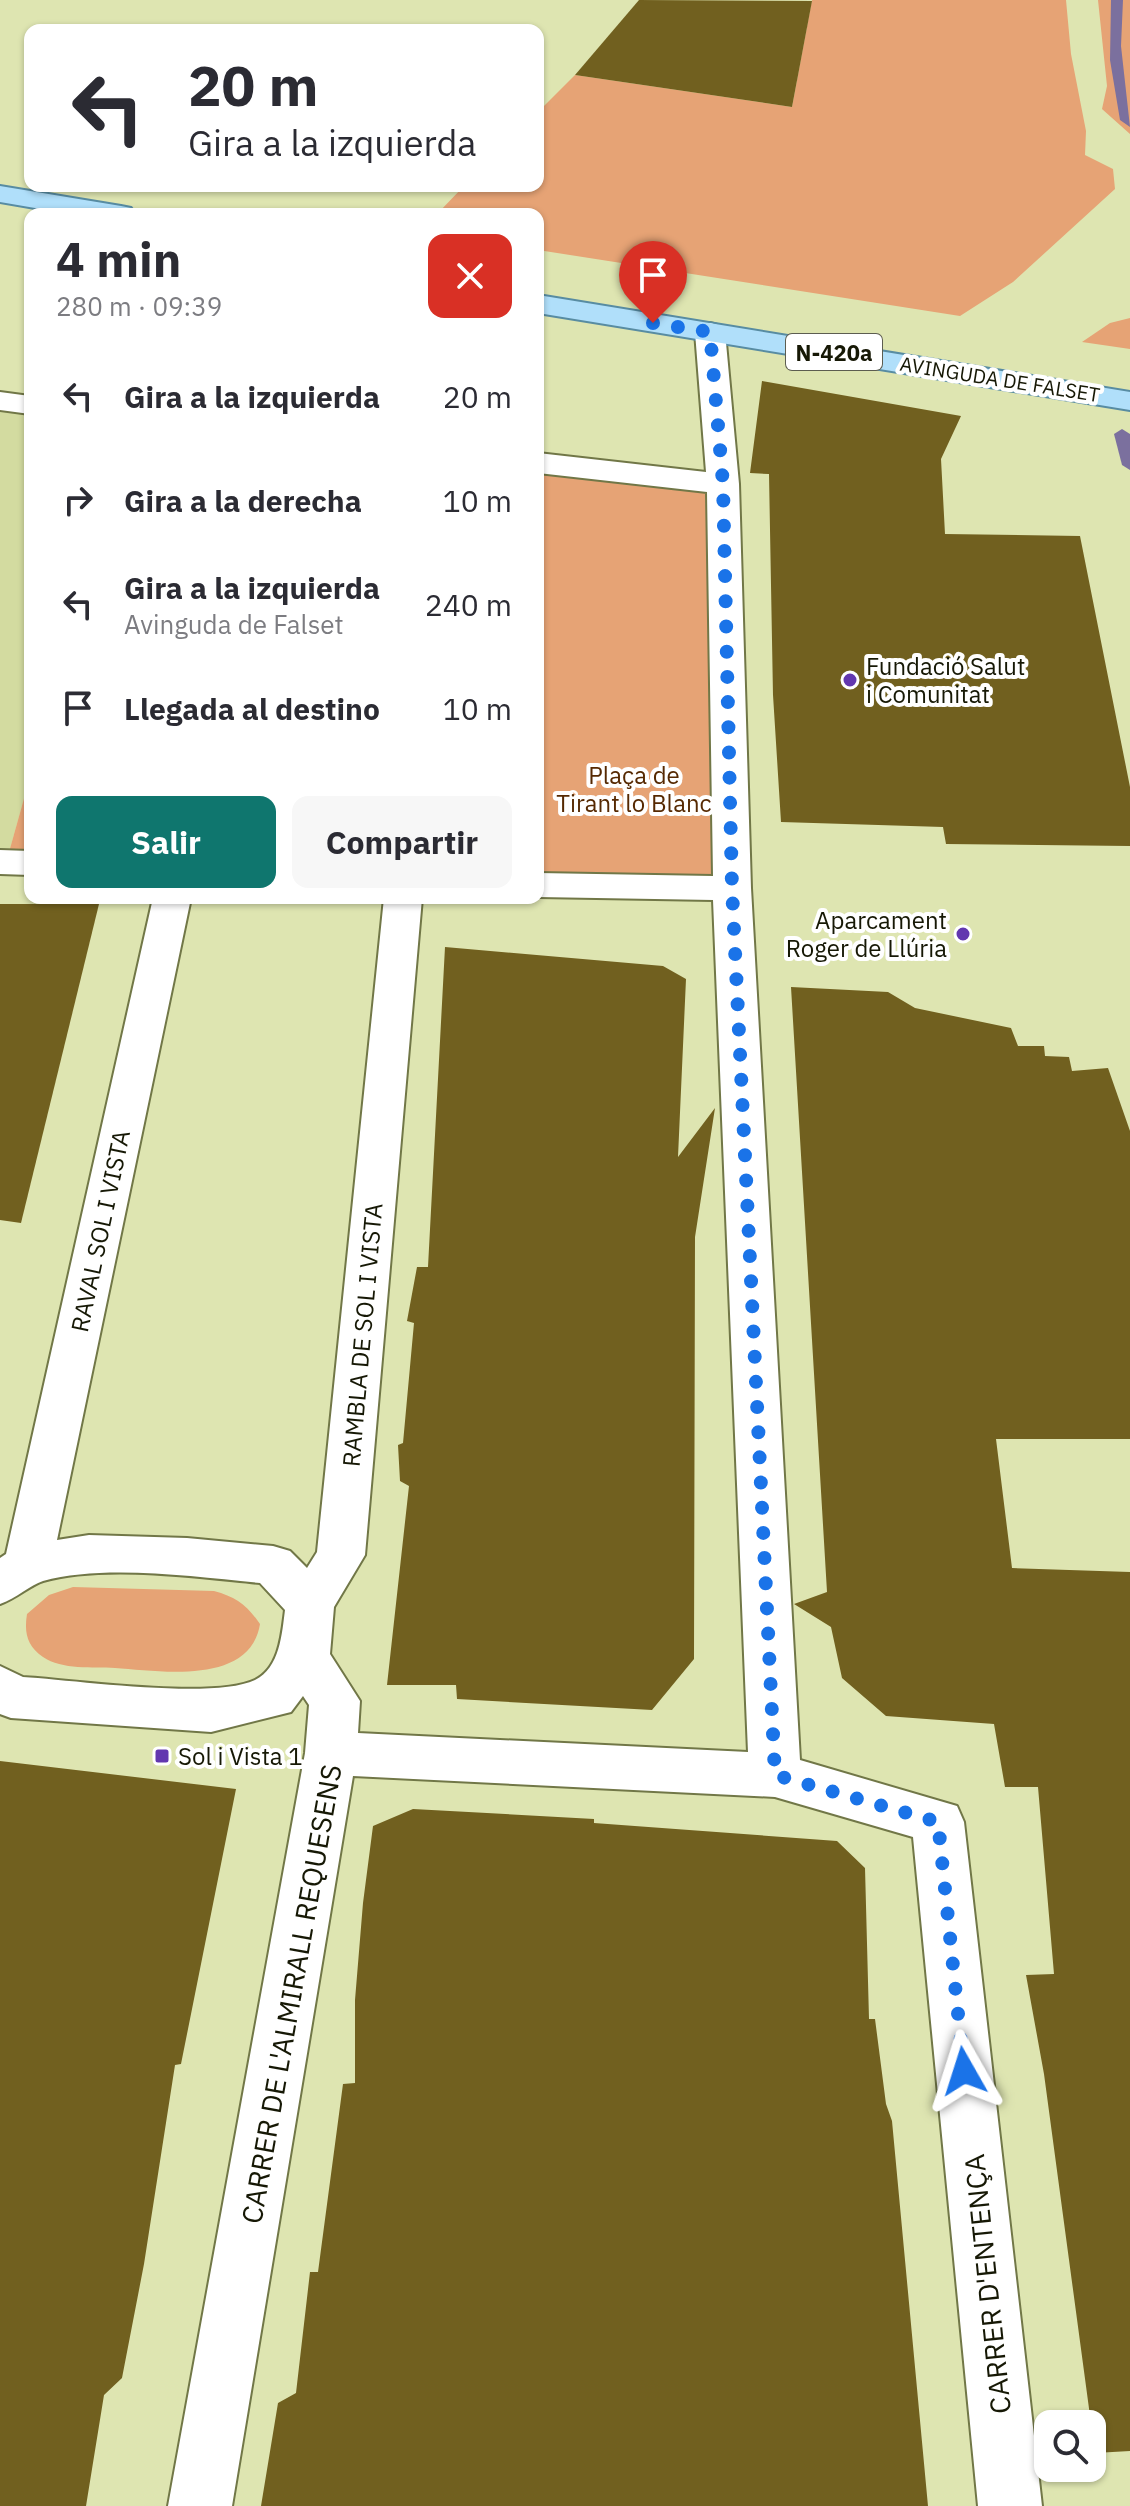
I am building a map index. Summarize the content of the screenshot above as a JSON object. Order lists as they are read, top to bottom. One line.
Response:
{"streets":{"main road":["N-420a","AVINGUDA DE FALSET"],"street":["RAVAL SOL I VISTA","RAMBLA DE SOL I VISTA","CARRER DE L'ALMIRALL REQUESENS","CARRER D'ENTENÇA"]},"crossings":[["CARRER DE L'ALMIRALL REQUESENS","CARRER D'ENTENÇA"]],"parks":["Plaça de Tirant lo Blanc"],"places":{"other":["Fundació Salut i Comunitat","Aparcament Roger de Llúria"],"transit":["Sol i Vista 1"]},"page":{"turn":["20 m","Gira a la izquierda"],"heading":["4 min","280 m · 09:39"],"list":[{"name":"Gira a la izquierda","value":"20 m"},{"name":"Gira a la derecha","value":"10 m"},{"name":"Gira a la izquierda","note":"Avinguda de Falset","value":"240 m"},{"name":"Llegada al destino","value":"10 m"}],"buttons":["Salir","Compartir"]}}
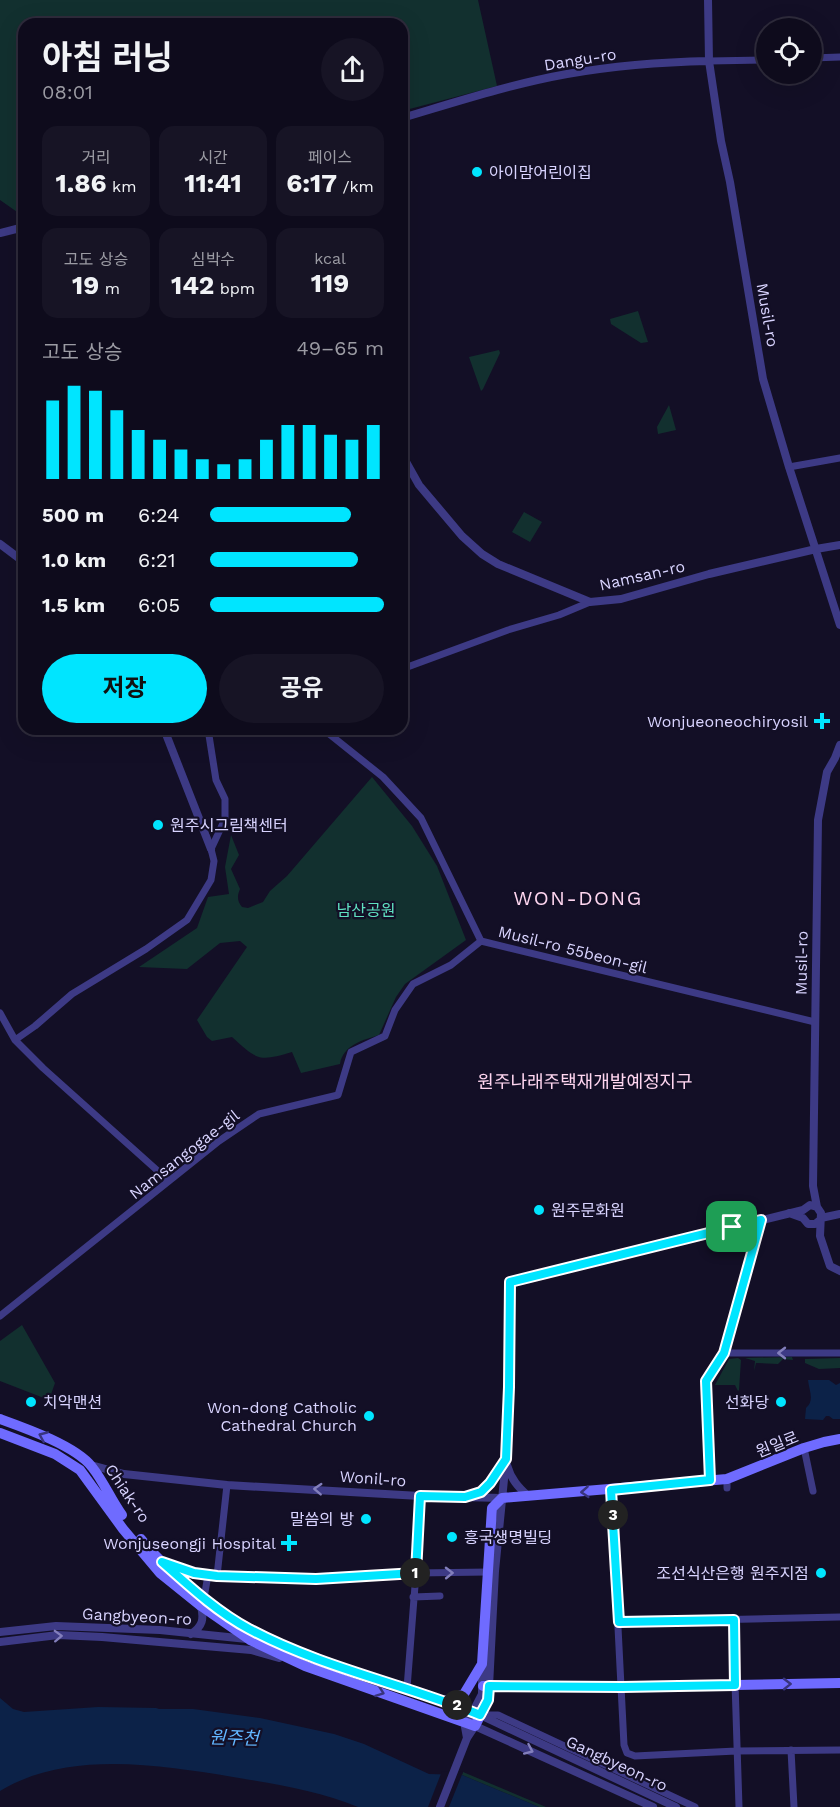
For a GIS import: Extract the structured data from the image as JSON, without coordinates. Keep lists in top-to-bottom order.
{
  "streets": {
    "main road": [
      "원일로",
      "Wonil-ro",
      "Chiak-ro",
      "Gangbyeon-ro"
    ],
    "street": [
      "Dangu-ro",
      "Musil-ro",
      "Namsan-ro",
      "Musil-ro 55beon-gil",
      "Namsangogae-gil"
    ]
  },
  "crossings": [
    ["Dangu-ro", "Musil-ro"],
    ["Musil-ro", "Namsan-ro"],
    ["Musil-ro", "Musil-ro 55beon-gil"],
    ["Musil-ro 55beon-gil", "Namsangogae-gil"],
    ["원일로", "Wonil-ro"],
    ["Wonil-ro", "Chiak-ro"],
    ["Chiak-ro", "Gangbyeon-ro"]
  ],
  "one_way": ["Wonil-ro"],
  "districts": ["WON-DONG", "원주나래주택재개발예정지구"],
  "water": ["원주천"],
  "parks": ["남산공원"],
  "places": {
    "other": [
      "아이맘어린이집",
      "원주시그림책센터",
      "원주문화원",
      "치악맨션",
      "선화당",
      "Won-dong Catholic Cathedral Church",
      "말씀의 방",
      "흥국생명빌딩",
      "조선식산은행 원주지점"
    ],
    "health": ["Wonjueoneochiryosil", "Wonjuseongji Hospital"]
  },
  "page": {
    "heading": ["아침 러닝", "08:01"],
    "stats": [
      ["거리", "1.86 km"],
      ["시간", "11:41"],
      ["페이스", "6:17 /km"],
      ["고도 상승", "19 m"],
      ["심박수", "142 bpm"],
      ["kcal", "119"]
    ],
    "chart": ["고도 상승", "49–65 m"],
    "list": [
      {
        "name": "500 m",
        "note": "6:24"
      },
      {
        "name": "1.0 km",
        "note": "6:21"
      },
      {
        "name": "1.5 km",
        "note": "6:05"
      }
    ],
    "buttons": ["저장", "공유"],
    "pins": ["3", "1", "2"]
  }
}
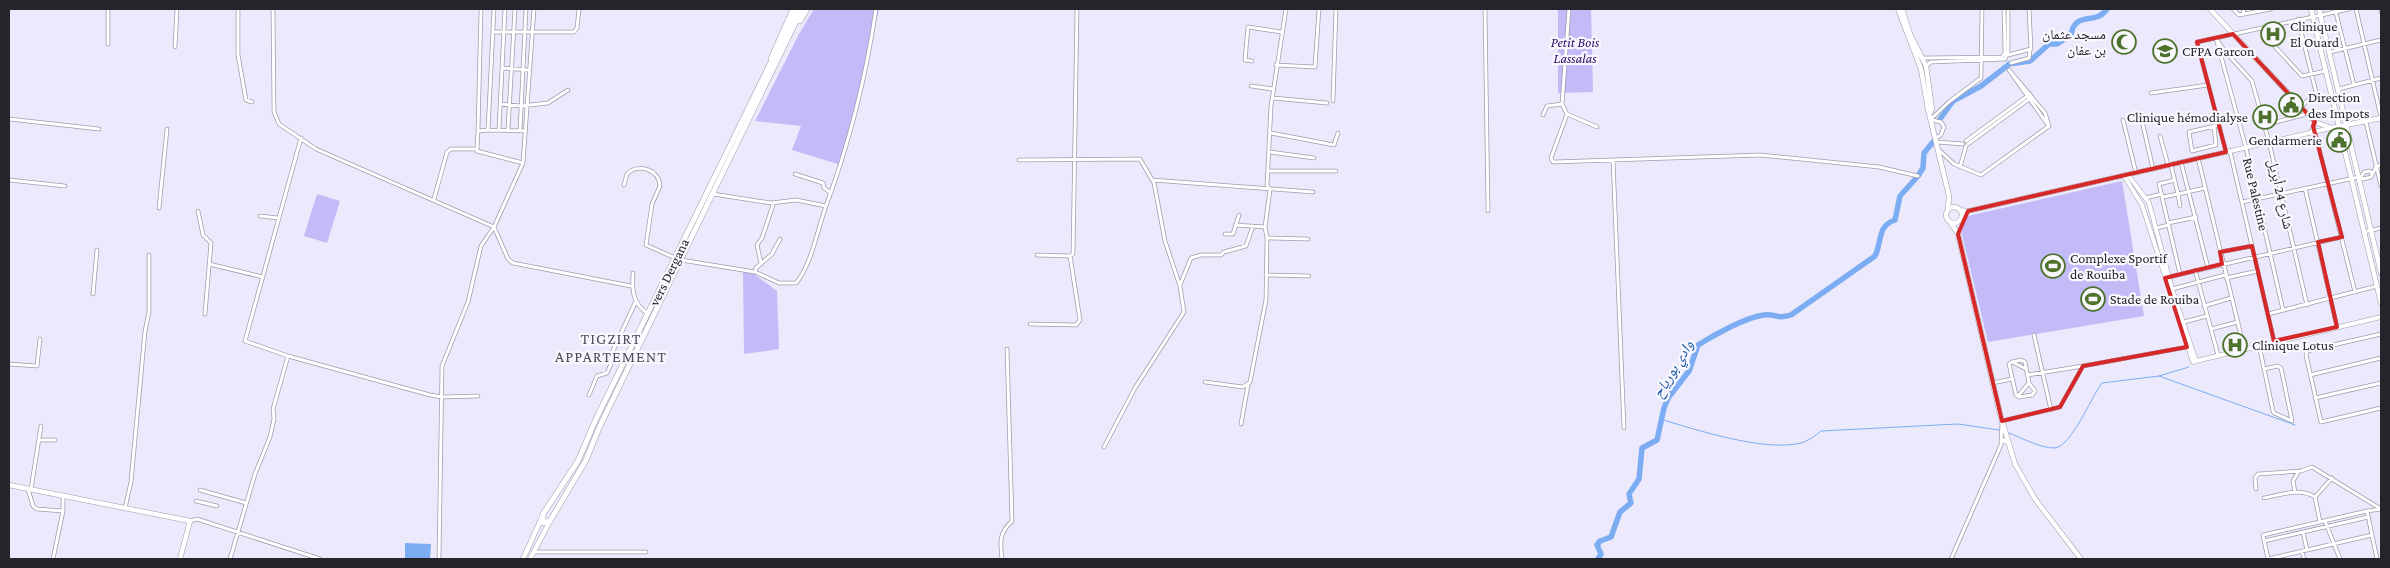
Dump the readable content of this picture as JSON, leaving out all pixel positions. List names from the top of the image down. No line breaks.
{"streets":{"highway":["vers Dergana"],"street":["Rue Palestine","شارع 24 أبريل"]},"crossings":[["Rue Palestine","شارع 24 أبريل"]],"districts":["TIGZIRT APPARTEMENT"],"water":["وادي بورياح"],"parks":["Petit Bois Lassalas"],"places":{"hospital":["Clinique El Ouard","Clinique hémodialyse","Clinique Lotus"],"mosque":["مسجد عثمان بن عفان"],"school or university":["CFPA Garcon"],"public building":["Direction des Impots","Gendarmerie"],"sports":["Complexe Sportif de Rouiba","Stade de Rouiba"]}}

TASK REQUIREMENTS: Return all the material exactly, skipping pictures.

ANSWER SPACE:
I am building a map index. Summarize the content of the screenshot above as a JSON object. Order lists as they are read, top to bottom. One line.
Response:
{"streets":{"main road":["N-420a","AVINGUDA DE FALSET"],"street":["RAVAL SOL I VISTA","RAMBLA DE SOL I VISTA","CARRER DE L'ALMIRALL REQUESENS","CARRER D'ENTENÇA"]},"crossings":[["CARRER DE L'ALMIRALL REQUESENS","CARRER D'ENTENÇA"]],"parks":["Plaça de Tirant lo Blanc"],"places":{"other":["Fundació Salut i Comunitat","Aparcament Roger de Llúria"],"transit":["Sol i Vista 1"]},"page":{"turn":["20 m","Gira a la izquierda"],"heading":["4 min","280 m · 09:39"],"list":[{"name":"Gira a la izquierda","value":"20 m"},{"name":"Gira a la derecha","value":"10 m"},{"name":"Gira a la izquierda","note":"Avinguda de Falset","value":"240 m"},{"name":"Llegada al destino","value":"10 m"}],"buttons":["Salir","Compartir"]}}
For a GIS import: Extract the structured data from the image as JSON, without coordinates. Keep lists in top-to-bottom order.
{
  "streets": {
    "main road": [
      "원일로",
      "Wonil-ro",
      "Chiak-ro",
      "Gangbyeon-ro"
    ],
    "street": [
      "Dangu-ro",
      "Musil-ro",
      "Namsan-ro",
      "Musil-ro 55beon-gil",
      "Namsangogae-gil"
    ]
  },
  "crossings": [
    ["Dangu-ro", "Musil-ro"],
    ["Musil-ro", "Namsan-ro"],
    ["Musil-ro", "Musil-ro 55beon-gil"],
    ["Musil-ro 55beon-gil", "Namsangogae-gil"],
    ["원일로", "Wonil-ro"],
    ["Wonil-ro", "Chiak-ro"],
    ["Chiak-ro", "Gangbyeon-ro"]
  ],
  "one_way": ["Wonil-ro"],
  "districts": ["WON-DONG", "원주나래주택재개발예정지구"],
  "water": ["원주천"],
  "parks": ["남산공원"],
  "places": {
    "other": [
      "아이맘어린이집",
      "원주시그림책센터",
      "원주문화원",
      "치악맨션",
      "선화당",
      "Won-dong Catholic Cathedral Church",
      "말씀의 방",
      "흥국생명빌딩",
      "조선식산은행 원주지점"
    ],
    "health": ["Wonjueoneochiryosil", "Wonjuseongji Hospital"]
  },
  "page": {
    "heading": ["아침 러닝", "08:01"],
    "stats": [
      ["거리", "1.86 km"],
      ["시간", "11:41"],
      ["페이스", "6:17 /km"],
      ["고도 상승", "19 m"],
      ["심박수", "142 bpm"],
      ["kcal", "119"]
    ],
    "chart": ["고도 상승", "49–65 m"],
    "list": [
      {
        "name": "500 m",
        "note": "6:24"
      },
      {
        "name": "1.0 km",
        "note": "6:21"
      },
      {
        "name": "1.5 km",
        "note": "6:05"
      }
    ],
    "buttons": ["저장", "공유"],
    "pins": ["3", "1", "2"]
  }
}
Dump the readable content of this picture as JSON, leaving out all pixel positions. List names from the top of the image down. No line breaks.
{"streets":{"highway":["vers Dergana"],"street":["Rue Palestine","شارع 24 أبريل"]},"crossings":[["Rue Palestine","شارع 24 أبريل"]],"districts":["TIGZIRT APPARTEMENT"],"water":["وادي بورياح"],"parks":["Petit Bois Lassalas"],"places":{"hospital":["Clinique El Ouard","Clinique hémodialyse","Clinique Lotus"],"mosque":["مسجد عثمان بن عفان"],"school or university":["CFPA Garcon"],"public building":["Direction des Impots","Gendarmerie"],"sports":["Complexe Sportif de Rouiba","Stade de Rouiba"]}}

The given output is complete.